Emma Stubbins’s Bathesda Fountain is a popular tourist site. (photo via flickr.com/kingfox)

Emma Stubbins’s Bethesda Fountain in Central Park

Many people are unaware that one of the most iconic fountains in the city is by a 19th-century lesbian American sculptor. Often known simply as the Bethesda Fountain, its official name is “Angel of the Waters” (1873).

Emma Stubbins was the daughter of a wealthy banker, and when she moved to Rome she met Charlotte Cushman, an American actress, and the two would eventually exchange vows in a ceremony they considered a marriage. While rumors of nepotism have surrounded the fountain since it was commission (Stebbins’ brother was the chairman of Central Park’s Committee on Statuary, Fountains and Architectural Structure), the attractive sculpture regularly attracts tourists and New Yorkers alike, and it regularly features in Hollywood films as a quintessential New York landmark.

The work itself was inspired by the Old Testament story of an angel giving the waters of Bethesda healing powers and the mid-19th-century Croton Aqueduct, which greatly modernized life in the city.

Images of the artist Patricia Cronin inspecting the installation of a bronze version of “Memorial to a Marriage,” which portrays her and her spouse cuddling. (photo via )

Patricia Cronin’s “Memorial to a Marriage” in Woodlawn Cemetery

This work is located in Woodlawn Cemetery in the Bronx, which is one of the city’s most beautiful cemeteries. Artist Patricia Cronin depicts herself and her partner, artist Deborah Kass, in a loving moment. It was created during a time when gay marriage was still illegal in the United States.

The original marble version was installed in 2002, but partly because of NYC pollution, it was replaced with a bronze versionin 2011, the same year New York state legalized gay marriage.

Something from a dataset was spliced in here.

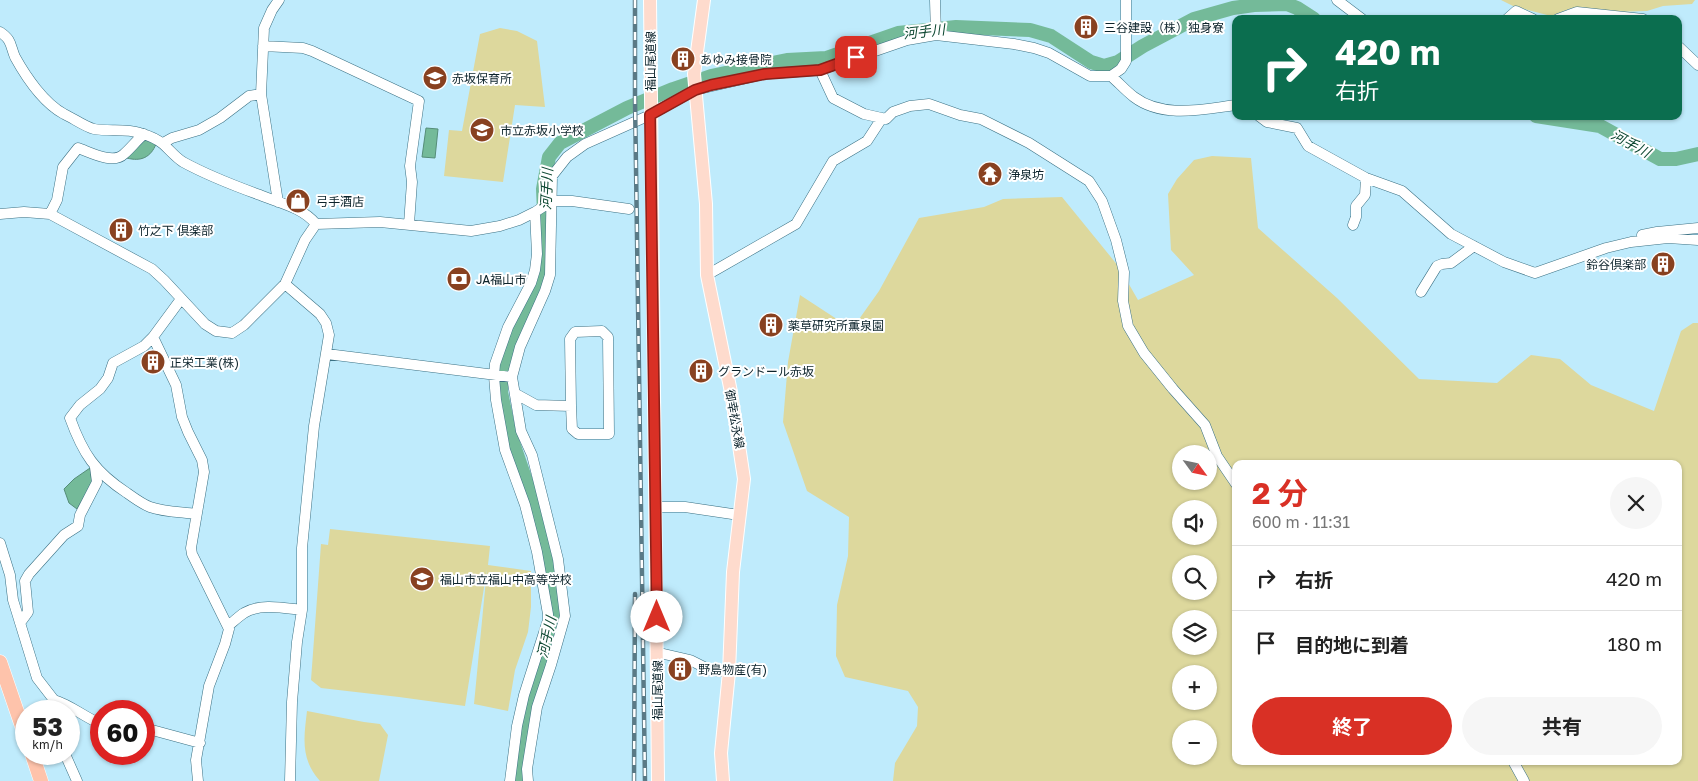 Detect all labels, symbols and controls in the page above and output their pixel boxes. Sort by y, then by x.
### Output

At the time, Cronin told writer Allison Meier that she picked bronze not only for its fortitude, but also to add a level of interaction with visitors, as she liked how people often touched beloved sculptures in Parisian cemeteries. “I like extending the performatory participatory nature of my project,” she said. She also likes to call it an “anti-monument.”

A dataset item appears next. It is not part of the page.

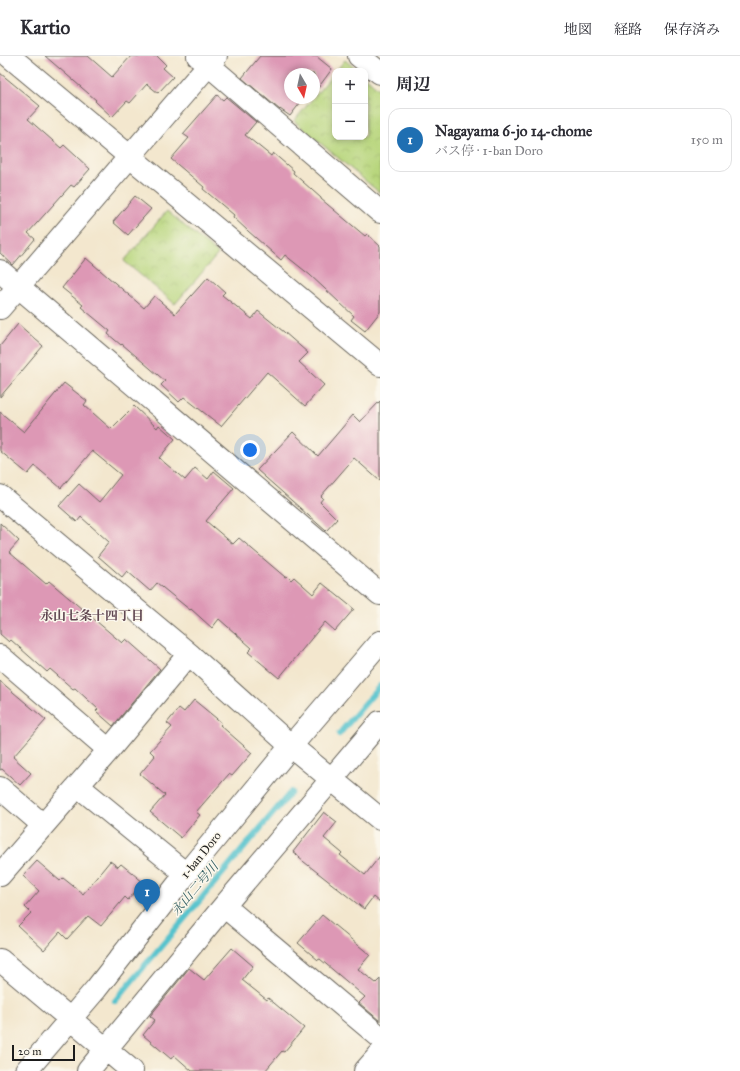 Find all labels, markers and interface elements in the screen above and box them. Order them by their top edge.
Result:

Whatever you call it, it’s a welcome addition to NYC public art.

George Segal’s Gay Liberation Monument (1980) in Greenwich Village (via flickr.com/annulla)

George Segal’s Gay Liberation Monument in Christopher Park

While the sculptor isn’t LGBTQ himself, George Segal’s “Gay Liberation Monument” is located across the street from the Stonewall bar, and a must-see for any fan of queer public art in New York. While the work was commissioned in 1979, it wasn’t until 1992 when it was unveiled in Manhattan’s Christopher Park due to controversies about its subject matter.

When famed activist Marsha P. Johnson was asked about the sculpture, she said, “How many people have died for these two little statues to be put in the park to recognize gay people? How many years does it take for people to realize we’re all brothers and sisters in the human race? … We’re all in this rat race together.”

Fast forward to now, and some LGBTQ activists think the sculpture whitewashes LGBTQ history.

Jeffrey Gibson, “Because Once You Enter My House It Becomes Our House” (2020) at Socrates Sculpture Park (photo courtesy Socrates Sculpture Park)

Jeffrey Gibson at Socrates Sculpture Park

The artist’s “Because Once You Enter My House It Becomes Our House” (2020) may be a temporary work, but it’s worth the trip.

Jeffrey Gibson explains that his ziggurat work “serves as an homage to ingenuity of Indigenous North American peoples and cultures, to pre-Columbian Mississippian architecture, and to queer camp aesthetics.” The work is made of plywood and covered with vibrant wheat-pasted posters, and it is part of the Monuments Now exhibition, which continues until March 2021 in Queens.

Robert Indiana’s “LOVE” on Sixth Avenue (image via flickr.com/jakeprzespo)

Robert Indiana’s LOVE in Midtown

Most people don’t know Robert Indiana was gay, but I feel like that fact adds another layer to his iconic “LOVE” symbol. This big sculpture, formally known as “Love Red Blue,” is a tourist favorite and sits at the corner of 55th Street and Sixth Avenue in Manhattan. If that’s not there (like it was last year when it was being cleaned) then you can always check out his HOPE sculpture close by at 53rd Street and Seventh Avenue.

Fun fact: the LOVE work was an evolution of a two-dimensional work Indiana created for the Museum of Modern Art’s Christmas card in 1964, while the first version of the work is fittingly (because of his name) in the Indianapolis Museum of Art and dates to 1970.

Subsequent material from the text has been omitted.